Templafy experienced a major incident on October 23, 2024 affecting Add-in Management, lasting 3h 41m. The incident has been resolved; the full update timeline is below.

Started
Oct 23, 2024, 10:21 AM UTC
Resolved
Oct 23, 2024, 02:03 PM UTC
Duration
3h 41m
Detected by Pingoru
Oct 23, 2024, 10:21 AM UTC

Affected components

Add-in Management

Update timeline

  1. identified Oct 23, 2024, 10:21 AM UTC

    We have identified an issue that affects a subset of customers and are working towards a resolution. Further updates will be posted here soon.

  2. monitoring Oct 23, 2024, 01:14 PM UTC

    The incident has been successfully mitigated, and our team is actively monitoring the situation to ensure ongoing stability and performance. The third-party Add-ins will be reactivated during the next synchronization of our Templafy Desktop component.

  3. resolved Oct 23, 2024, 02:03 PM UTC

    The incident has been resolved, and further information will be provided in a postmortem shortly. We apologize for the impact to affected customers.

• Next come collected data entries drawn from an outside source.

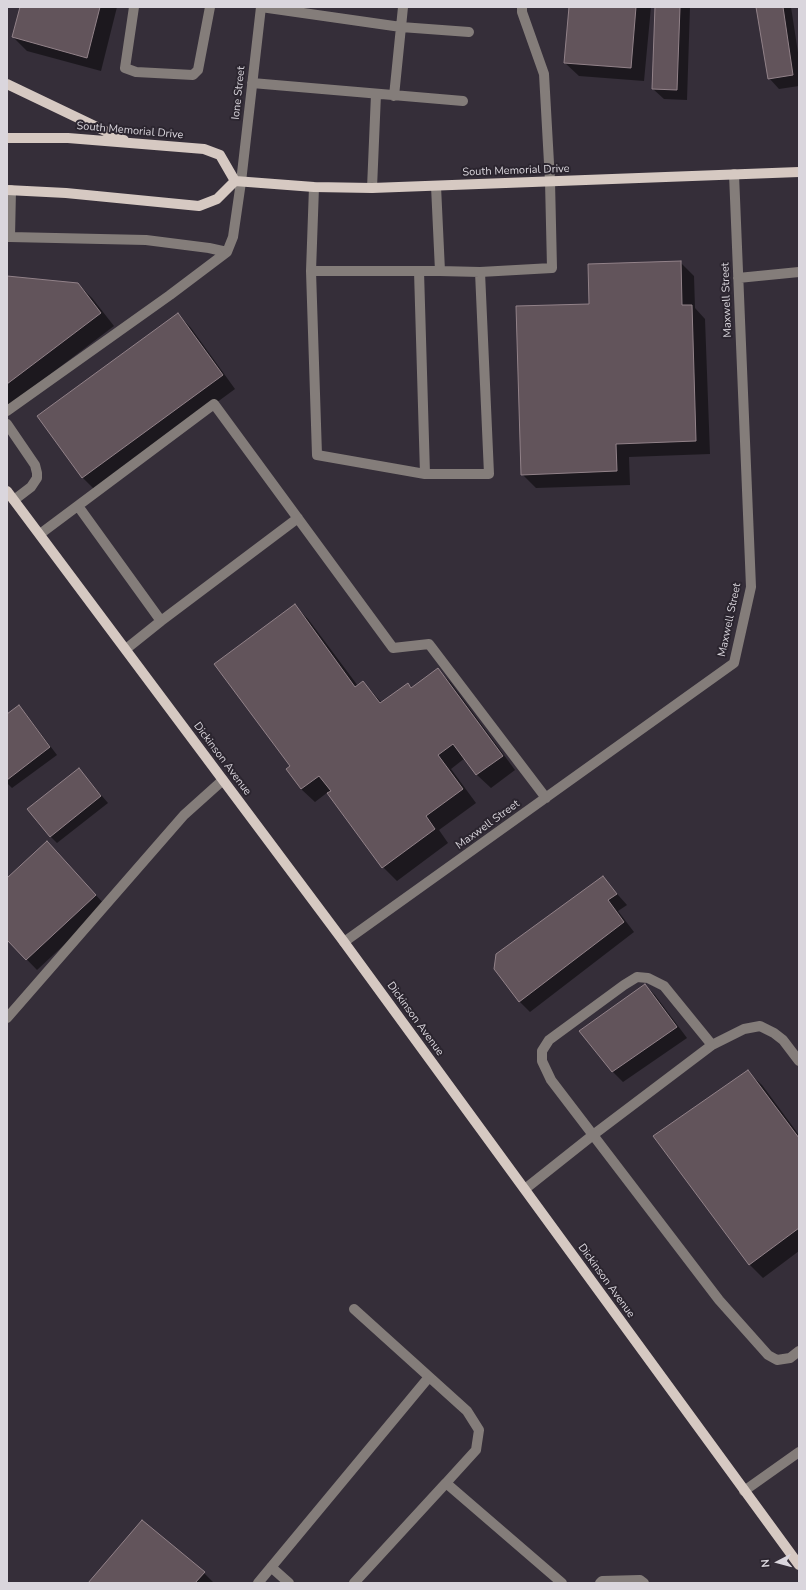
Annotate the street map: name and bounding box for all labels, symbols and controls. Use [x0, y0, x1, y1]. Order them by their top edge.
street label: Ione Street [230, 66, 248, 120]
street label: South Memorial Drive [76, 120, 184, 142]
street label: South Memorial Drive [462, 163, 570, 179]
street label: Maxwell Street [719, 262, 735, 338]
street label: Maxwell Street [716, 582, 744, 658]
street label: Dickinson Avenue [190, 720, 254, 798]
street label: Maxwell Street [454, 798, 522, 852]
street label: Dickinson Avenue [384, 980, 446, 1058]
street label: Dickinson Avenue [575, 1242, 637, 1320]
north arrow [758, 1542, 798, 1582]
text: N [758, 1558, 773, 1568]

  4. postmortem Oct 25, 2024, 01:33 PM UTC

    **Incident Initiation** To improve the automation and security of package management, the engineering team implemented a series of changes. These updates included expanding the status options for each package and involved a database migration. However, the changes unintentionally caused the endpoint responsible for retrieving current packages for users to incorrectly exclude third-party packages. Consequently, these packages were removed from users' computers during the next Templafy Desktop run, making the associated Add-ins unavailable in Office applications. This change was deployed across all environments at 8:20 AM CET on October 23, 2024, though it only started impacting users after the Templafy Desktop component triggered a package update. The issue was first reported at 11:44 AM CET. **Investigation** The incident was placed at 12:10 PM CET, when the software engineering team was notified. The root cause was quickly identified and the engineering team immediately started implementing a fix to ensure the endpoint responsible for retrieving Add-ins correctly included third-party packages. **Impact and Scope** The incident impacted all regions but affected only specific tenants with third-party Add-ins installed. Among these, only users whose Templafy Desktop triggered a package update within the incident timeframe were affected. **Resolution** By 3:14 PM CET, the code fix was successfully deployed across all production environments. This update allowed the Templafy Desktop component to retrieve and reinstall third-party Add-ins, enabling users to access them again following a Templafy Desktop synchronization. **Post-Incident Actions** The engineering team has commenced an extensive review to expand test cases for package delivery, activation, and security assertion, ensuring future enhancements to package functionality do not impact the integrity and stability of existing configurations.